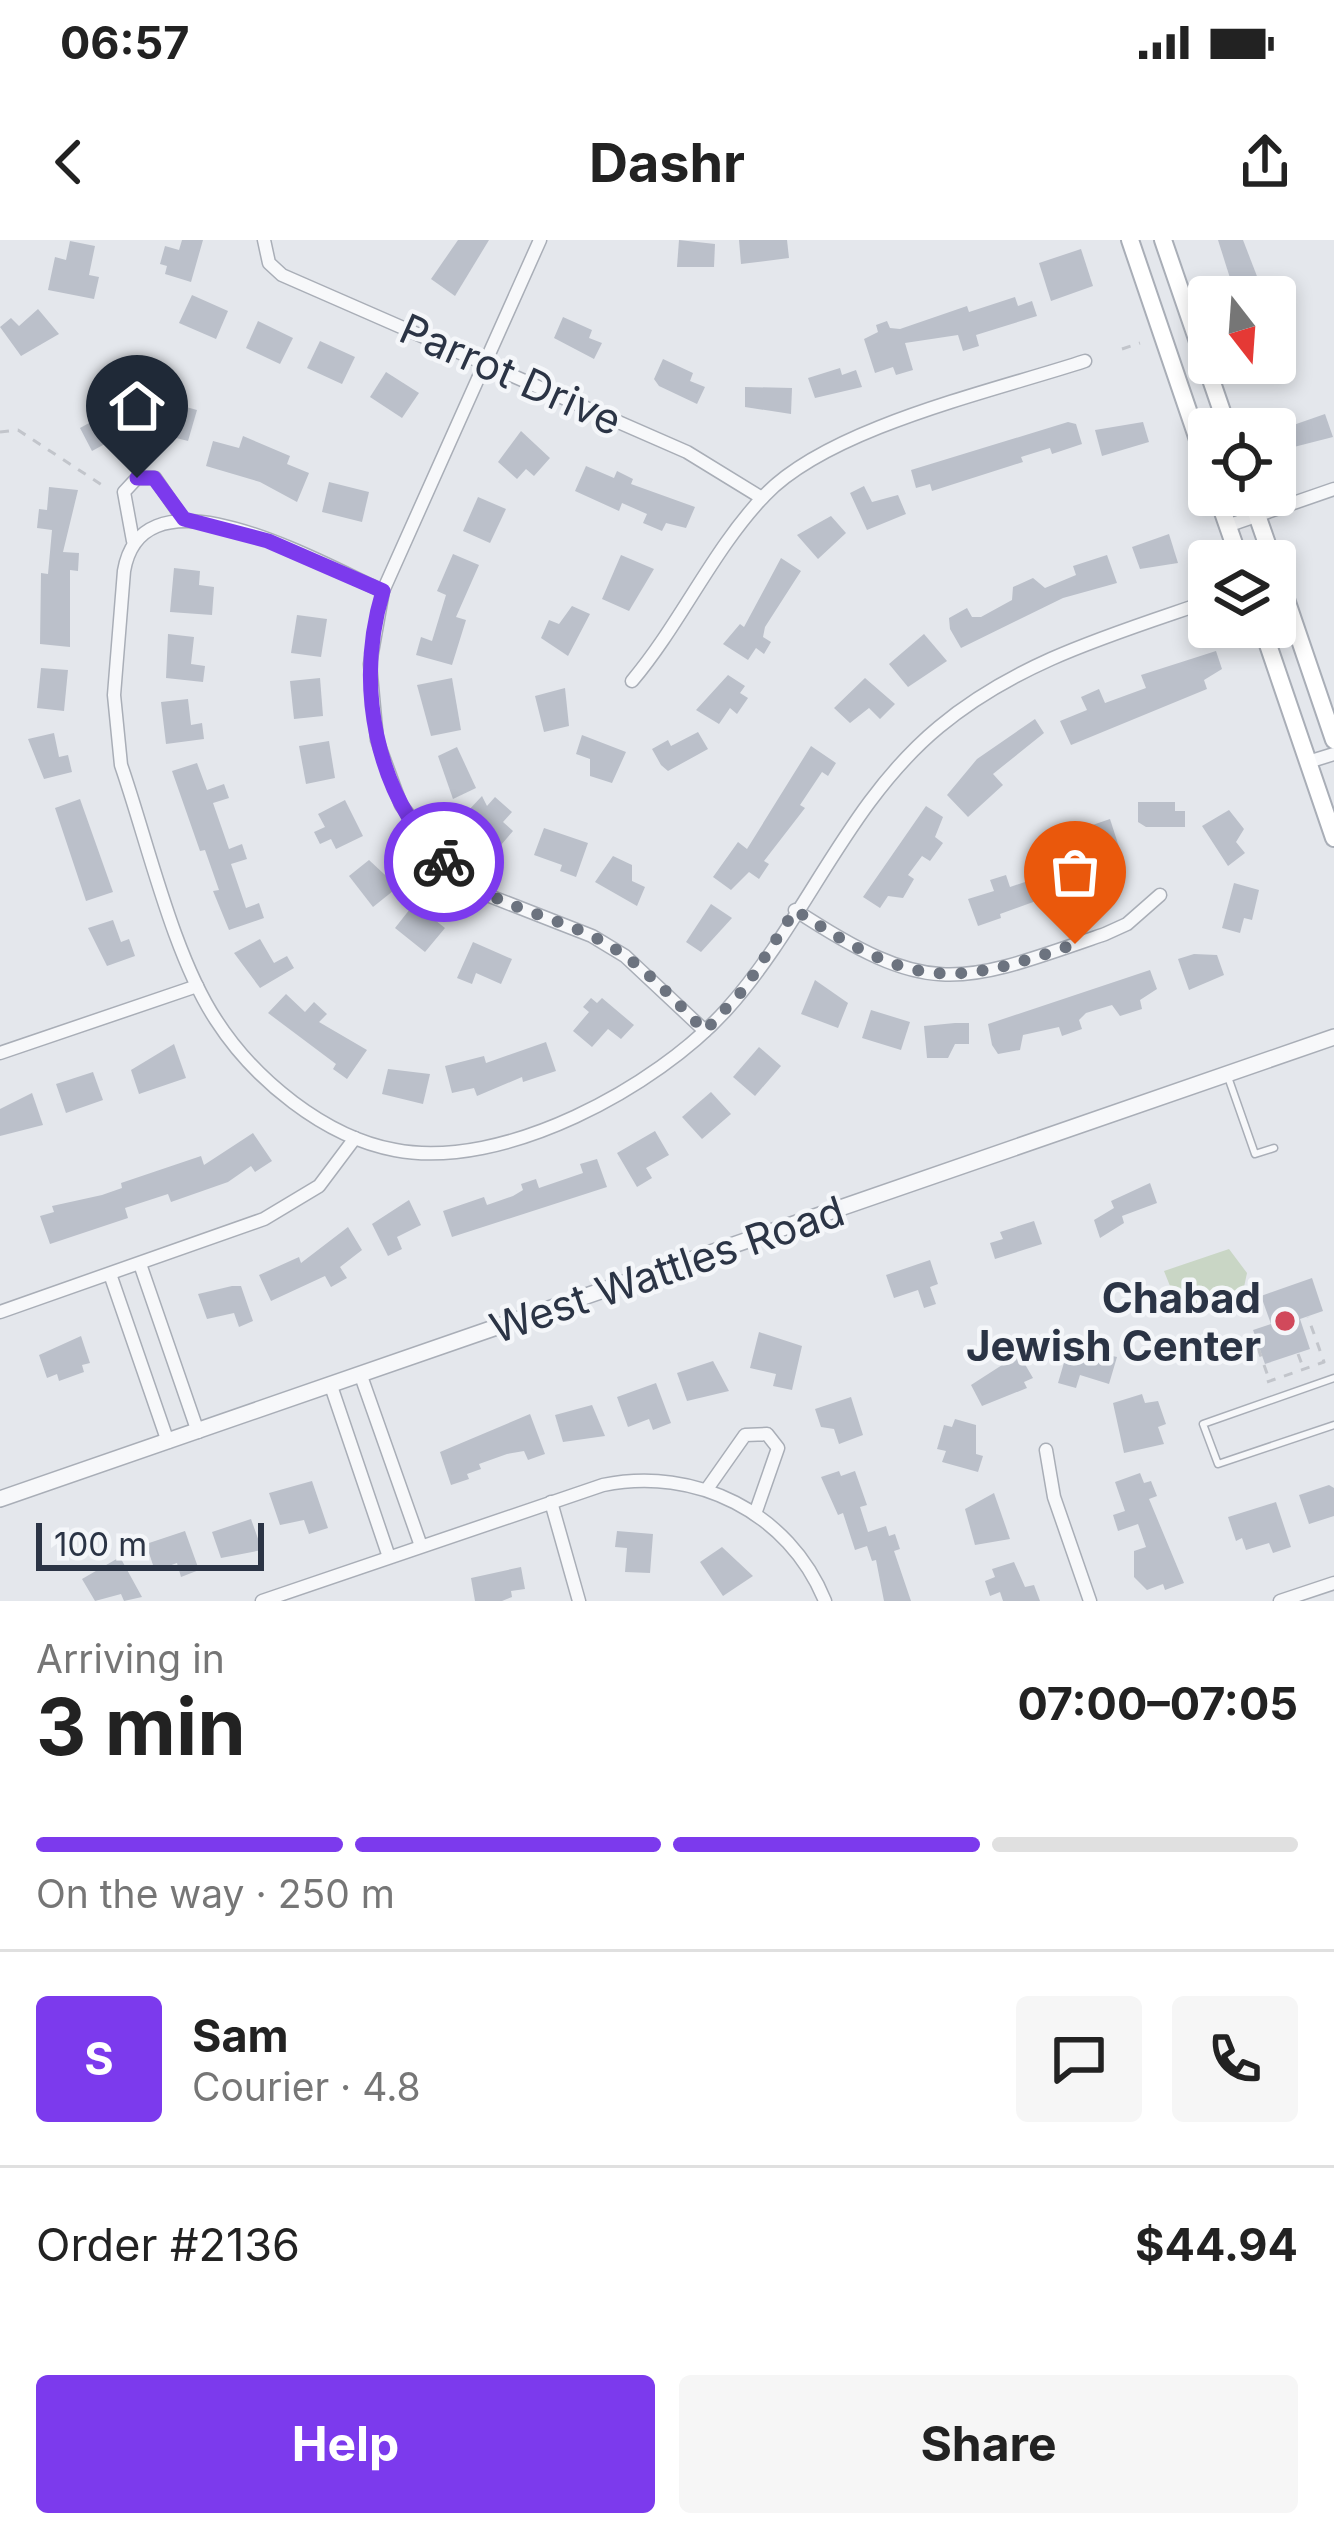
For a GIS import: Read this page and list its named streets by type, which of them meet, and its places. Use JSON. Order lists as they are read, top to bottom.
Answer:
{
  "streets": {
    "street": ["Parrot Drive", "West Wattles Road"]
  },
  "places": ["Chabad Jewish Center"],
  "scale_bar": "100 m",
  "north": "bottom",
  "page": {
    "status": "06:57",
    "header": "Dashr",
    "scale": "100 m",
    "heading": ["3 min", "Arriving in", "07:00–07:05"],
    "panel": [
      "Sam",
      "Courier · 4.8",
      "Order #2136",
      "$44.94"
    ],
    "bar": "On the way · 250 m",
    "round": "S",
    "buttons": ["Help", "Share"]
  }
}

□ □ □

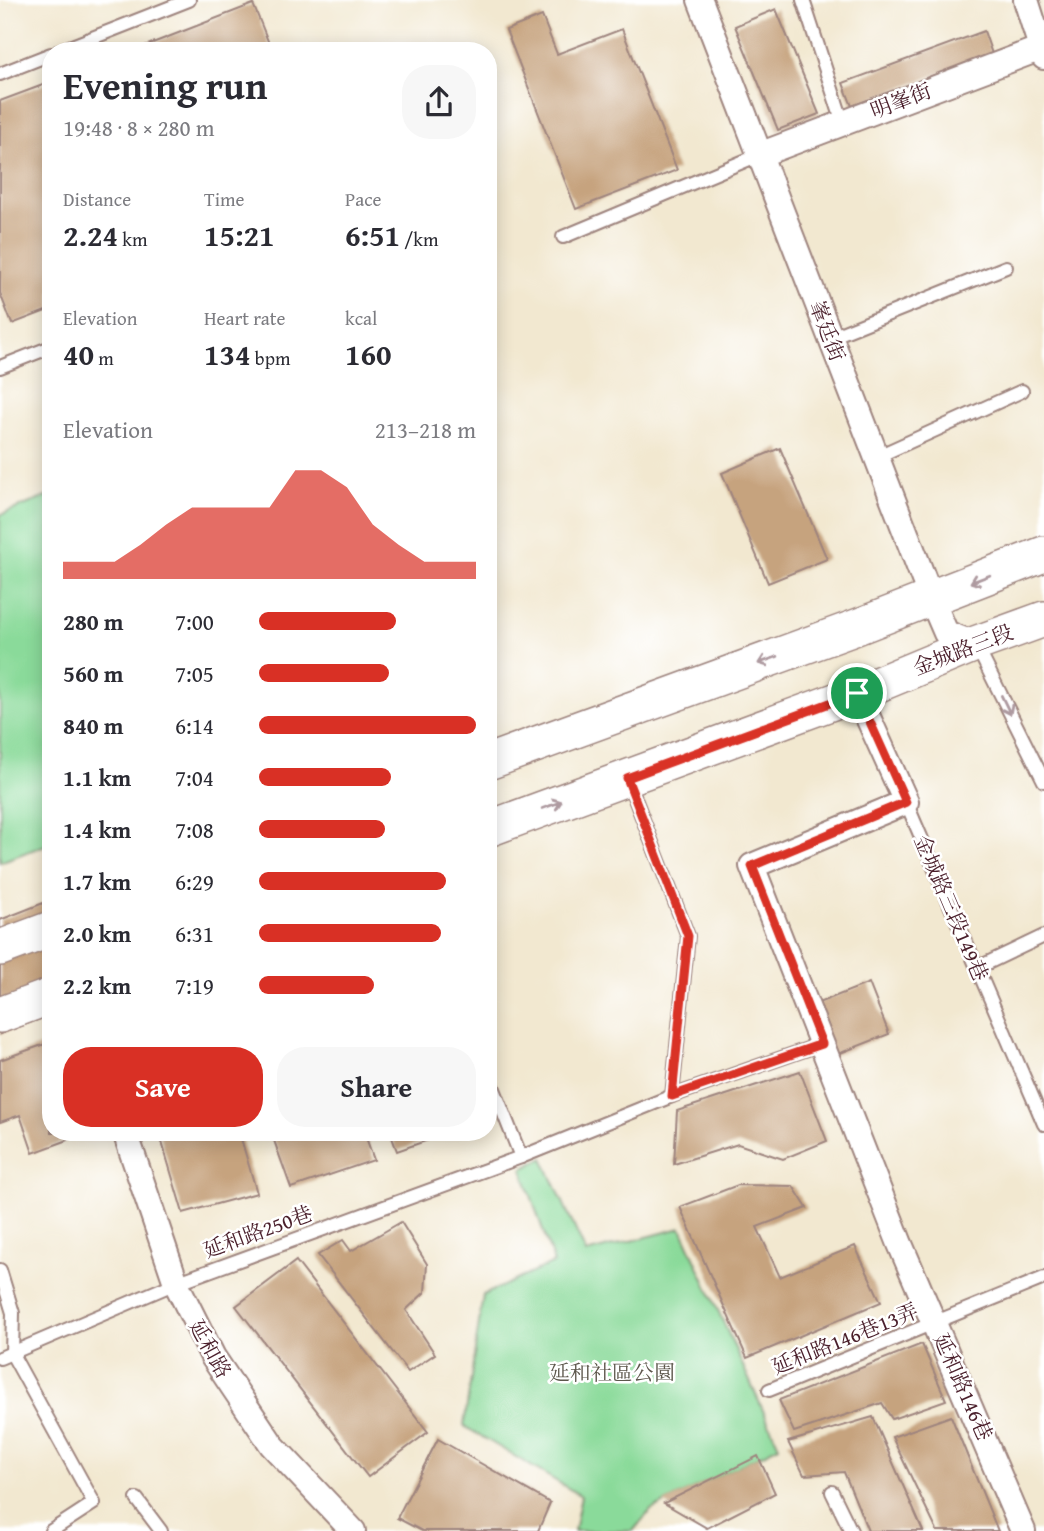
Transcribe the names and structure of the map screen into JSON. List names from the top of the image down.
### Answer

□ □ □

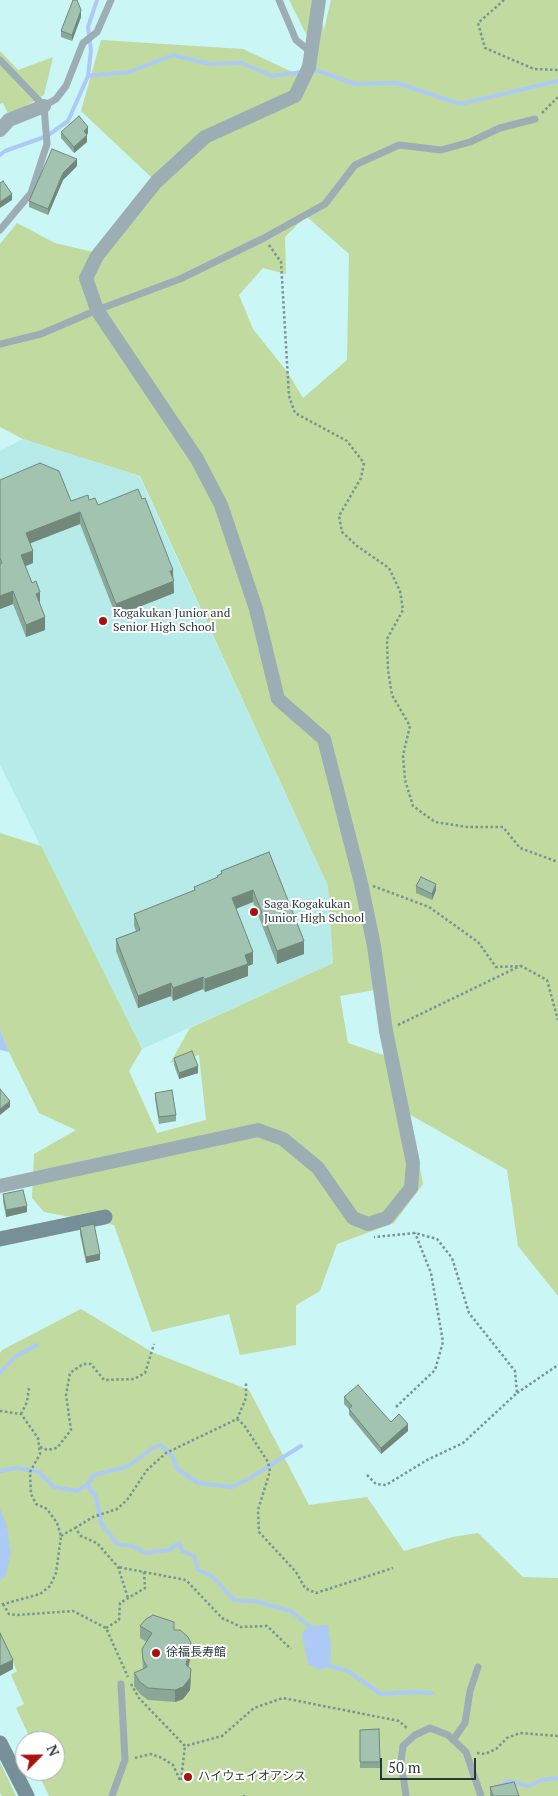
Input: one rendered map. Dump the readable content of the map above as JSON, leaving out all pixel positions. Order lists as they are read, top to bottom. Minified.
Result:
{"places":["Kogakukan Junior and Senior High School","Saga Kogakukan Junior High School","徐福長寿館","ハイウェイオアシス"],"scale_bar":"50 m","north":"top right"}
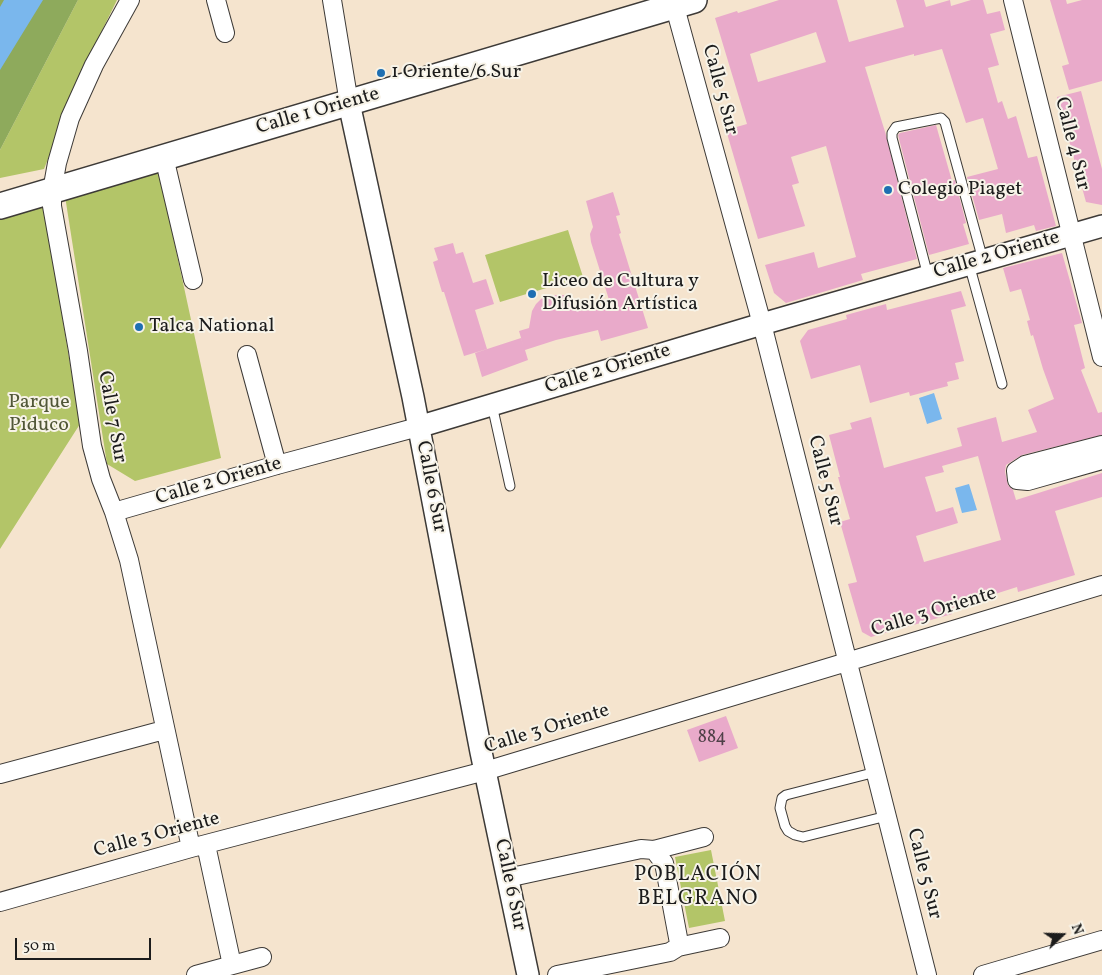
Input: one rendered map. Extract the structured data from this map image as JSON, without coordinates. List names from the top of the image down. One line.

□ □ □

§ **ABOUT THIS EXERCISE**:
From the records given above, copy all lines containing "down".

§ **RESPONSE TO THE TASK**:
Transcribe the names and structure of the map screen into JSON. List names from the top of the image down.
Input: one rendered map. Extract the structured data from this map image as JSON, without coordinates. List names from the top of the image down. One line.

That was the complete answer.